I don't know how to post the html here, but I could if you'd like.

Does anyone here know what could be causing this ?

many thanks, Jurjen.

A: 

Does it work properly if running "Internet Explorer (No Add-ons)"?

Christopher Kelly
A: 

Try running it through html-tidy.

An online tidier can be found at http://infohound.net/tidy/.

Then, it'll be easier to track down the problem.

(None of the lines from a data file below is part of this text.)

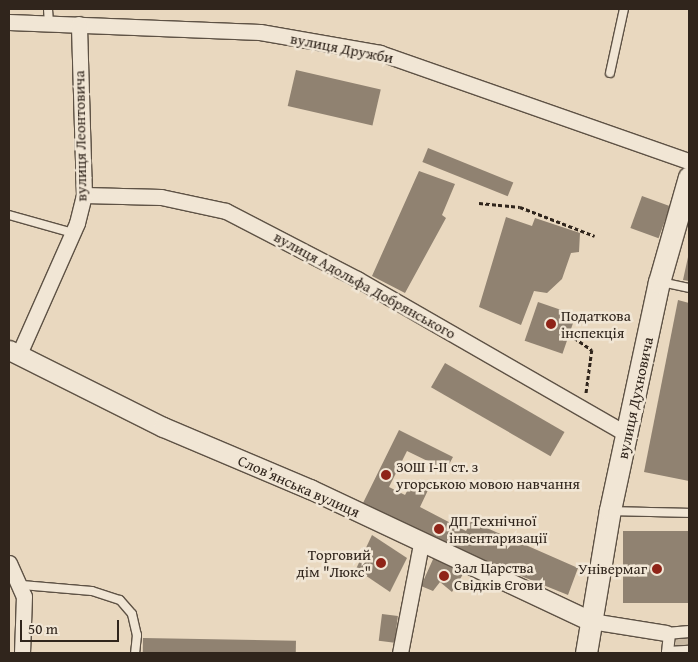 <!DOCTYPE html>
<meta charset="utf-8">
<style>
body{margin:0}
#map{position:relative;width:698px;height:662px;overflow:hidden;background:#e9d8bf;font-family:"Gentium Book Plus",serif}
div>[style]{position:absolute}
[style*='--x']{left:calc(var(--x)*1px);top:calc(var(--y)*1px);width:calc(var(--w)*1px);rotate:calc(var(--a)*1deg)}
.green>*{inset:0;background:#cabaa3}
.building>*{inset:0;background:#908271;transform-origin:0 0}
.path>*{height:2.5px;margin-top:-1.25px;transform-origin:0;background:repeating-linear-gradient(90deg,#30251c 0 4px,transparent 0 6.5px)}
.roads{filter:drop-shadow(1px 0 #5e5245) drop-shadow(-1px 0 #5e5245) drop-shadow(0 1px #5e5245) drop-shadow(0 -1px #5e5245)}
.service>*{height:8px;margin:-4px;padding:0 4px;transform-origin:4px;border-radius:4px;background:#f1e6d5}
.pedestrian>*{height:11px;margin:-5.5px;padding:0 5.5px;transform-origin:5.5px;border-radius:5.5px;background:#f1e6d5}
.minor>*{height:15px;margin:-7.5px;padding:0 7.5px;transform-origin:7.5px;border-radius:7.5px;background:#f1e6d5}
.tertiary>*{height:19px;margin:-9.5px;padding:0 9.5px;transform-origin:9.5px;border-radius:9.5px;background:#f1e6d5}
.secondary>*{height:21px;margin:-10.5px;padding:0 10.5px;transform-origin:10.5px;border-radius:10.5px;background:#f1e6d5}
.dots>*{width:14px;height:14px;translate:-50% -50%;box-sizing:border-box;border:2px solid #f1e6d5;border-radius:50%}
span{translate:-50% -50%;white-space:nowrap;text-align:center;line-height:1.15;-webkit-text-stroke:5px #f1e6d5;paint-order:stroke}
.street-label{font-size:15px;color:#30251c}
.poi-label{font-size:15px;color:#30251c}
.left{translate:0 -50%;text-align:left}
.right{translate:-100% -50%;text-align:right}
.frame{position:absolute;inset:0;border:10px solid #30251c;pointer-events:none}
.scale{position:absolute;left:20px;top:620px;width:99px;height:22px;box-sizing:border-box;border:2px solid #30251c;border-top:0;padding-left:6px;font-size:15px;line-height:18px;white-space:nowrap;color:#30251c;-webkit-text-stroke:4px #f1e6d5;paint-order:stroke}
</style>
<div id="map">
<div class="green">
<div style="clip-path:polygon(689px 636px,689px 646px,675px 645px,677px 637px)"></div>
</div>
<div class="building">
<div style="left:296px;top:70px;width:87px;height:37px;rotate:13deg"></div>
<div style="left:428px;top:148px;width:92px;height:15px;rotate:22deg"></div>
<div style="clip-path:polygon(419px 171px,455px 184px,442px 215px,446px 218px,405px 293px,372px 276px)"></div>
<div style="left:642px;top:196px;width:30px;height:34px;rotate:20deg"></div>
<div style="clip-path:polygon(506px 217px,532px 226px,535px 218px,580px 233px,579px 252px,571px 253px,562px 279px,547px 293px,534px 291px,521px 325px,479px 307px)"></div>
<div style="clip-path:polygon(688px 257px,689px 257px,689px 281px,683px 280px)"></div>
<div style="clip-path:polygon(678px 300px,689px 303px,689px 481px,644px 472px)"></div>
<div style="left:538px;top:302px;width:40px;height:41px;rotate:19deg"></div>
<div style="left:445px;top:363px;width:138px;height:28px;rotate:30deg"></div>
<div style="clip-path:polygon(399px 430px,453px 457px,446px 470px,407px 451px,389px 487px,405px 495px,413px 480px,429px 488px,420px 507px,466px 531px,471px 521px,578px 568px,568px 595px,457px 550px,363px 503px)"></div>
<div style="left:689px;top:531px;width:72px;height:66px;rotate:90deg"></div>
<div style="clip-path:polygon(372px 535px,407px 558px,390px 592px,356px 569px)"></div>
<div style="clip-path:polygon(434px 557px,465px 571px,452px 592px,440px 582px,433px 591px,421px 586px)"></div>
<div style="left:382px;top:614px;width:16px;height:27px;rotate:7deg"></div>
<div style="left:143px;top:638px;width:153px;height:15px;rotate:1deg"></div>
</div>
<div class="path">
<div style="--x:479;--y:203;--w:41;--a:5.6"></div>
<div style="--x:520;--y:207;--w:80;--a:21.1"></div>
<div style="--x:569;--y:334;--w:28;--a:35"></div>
<div style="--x:592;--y:350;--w:45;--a:97.6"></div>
</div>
<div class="roads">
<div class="service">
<div style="--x:48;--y:9;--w:14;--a:86"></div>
<div style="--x:610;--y:73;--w:66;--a:-77.7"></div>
<div style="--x:9;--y:215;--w:66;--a:15.7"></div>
<div style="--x:661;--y:282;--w:29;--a:12"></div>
<div style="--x:612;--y:511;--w:77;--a:1.5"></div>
<div style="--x:22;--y:585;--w:70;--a:4.9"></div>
<div style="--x:92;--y:591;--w:29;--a:18"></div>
<div style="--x:120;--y:600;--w:18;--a:49"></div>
<div style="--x:132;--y:614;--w:22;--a:77"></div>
<div style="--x:137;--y:635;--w:18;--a:96"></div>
</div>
<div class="pedestrian">
<div style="--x:666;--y:633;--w:23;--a:-5"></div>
<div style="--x:669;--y:633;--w:19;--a:96"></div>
<div style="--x:667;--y:652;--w:22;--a:-3"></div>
</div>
<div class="minor">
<div style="--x:9;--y:22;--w:251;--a:2.3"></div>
<div style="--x:260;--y:32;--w:122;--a:9.9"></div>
<div style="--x:380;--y:53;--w:327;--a:19.3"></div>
<div style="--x:84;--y:195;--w:77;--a:1.5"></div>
<div style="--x:161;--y:197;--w:66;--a:12.2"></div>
<div style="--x:226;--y:211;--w:148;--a:27.4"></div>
<div style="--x:357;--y:279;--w:311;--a:29.9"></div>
<div style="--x:19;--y:354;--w:143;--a:-66.1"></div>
<div style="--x:77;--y:223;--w:29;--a:-76"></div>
<div style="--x:84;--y:195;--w:171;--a:-91.7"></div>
<div style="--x:9;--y:563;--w:36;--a:66"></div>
<div style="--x:24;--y:596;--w:57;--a:92"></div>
<div style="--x:591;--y:621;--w:76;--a:9.1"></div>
<div style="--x:400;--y:653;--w:111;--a:-79.1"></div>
</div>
<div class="tertiary">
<div style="--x:9;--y:350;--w:172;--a:26.6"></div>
<div style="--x:163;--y:427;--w:160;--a:22.9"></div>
<div style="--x:310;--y:489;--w:310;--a:25.2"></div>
</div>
<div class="secondary">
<div style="--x:586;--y:653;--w:145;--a:-80.5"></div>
<div style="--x:610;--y:510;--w:233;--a:-77.9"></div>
<div style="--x:659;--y:282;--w:109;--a:-74.1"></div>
</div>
</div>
<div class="dots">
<div style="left:551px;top:324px;background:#8f2418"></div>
<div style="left:386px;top:475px;background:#8f2418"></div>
<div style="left:439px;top:529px;background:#8f2418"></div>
<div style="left:381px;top:563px;background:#8f2418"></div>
<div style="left:657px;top:569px;background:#8f2418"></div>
<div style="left:444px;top:576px;background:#8f2418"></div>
</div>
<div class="street-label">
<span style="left:342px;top:48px;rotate:11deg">вулиця Дружби</span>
<span style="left:80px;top:136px;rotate:-91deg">вулиця Леонтовича</span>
<span style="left:365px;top:285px;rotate:29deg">вулиця Адольфа Добрянського</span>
<span style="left:635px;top:398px;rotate:-78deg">вулиця Духновича</span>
<span style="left:299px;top:486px;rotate:24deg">Словʼянська вулиця</span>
</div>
<div class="poi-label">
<span class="left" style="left:561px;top:324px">Податкова<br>інспекція</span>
<span class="left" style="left:396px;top:475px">ЗОШ І-ІІ ст. з<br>угорською мовою навчання</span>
<span class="left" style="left:449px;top:529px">ДП Технічної<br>інвентаризації</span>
<span class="right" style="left:371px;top:563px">Торговий<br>дім "Люкс"</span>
<span class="left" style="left:454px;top:576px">Зал Царства<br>Свідків Єгови</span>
<span class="right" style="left:647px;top:569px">Універмаг</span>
</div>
<div class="frame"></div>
<div class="scale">50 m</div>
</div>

It sounds like malformed html.

CodeJoust
He said that it was working fine on his and several others. so it could me a client issue
Christopher Kelly
CodeJoust
CodeJoust, the html in that link looks very much like what we're experiencing here, however a solution (or source) of the problem is not supplied. thanks for your help though
Jurjen
A: 

Googling span class=HTML_ELM returns lots of results but they've got nothing much in common.

You don't have a syntax highlighter script (or something similar) running on the site by any chance?

Olly Hodgson
No I do not, and if I was and don't know about it, I would expect this problem to occur on every client, not just on some.
Jurjen
+1  A: 

Well, since you are running IE8, are some of the machines in compatibility mode?

Mark Schultheiss
it turns out that on some machines running IE8 this problem occurs, the problem can be resolved by running the site in compatibility mode.
Jurjen
A: 

This extra code comes from the IE8 source viewer. In IE8, if you view source and go to the File menu there are two options under Save, HTML Source and Formatted HTML View. The Formatted HTML View contains all the extra code you are seeing.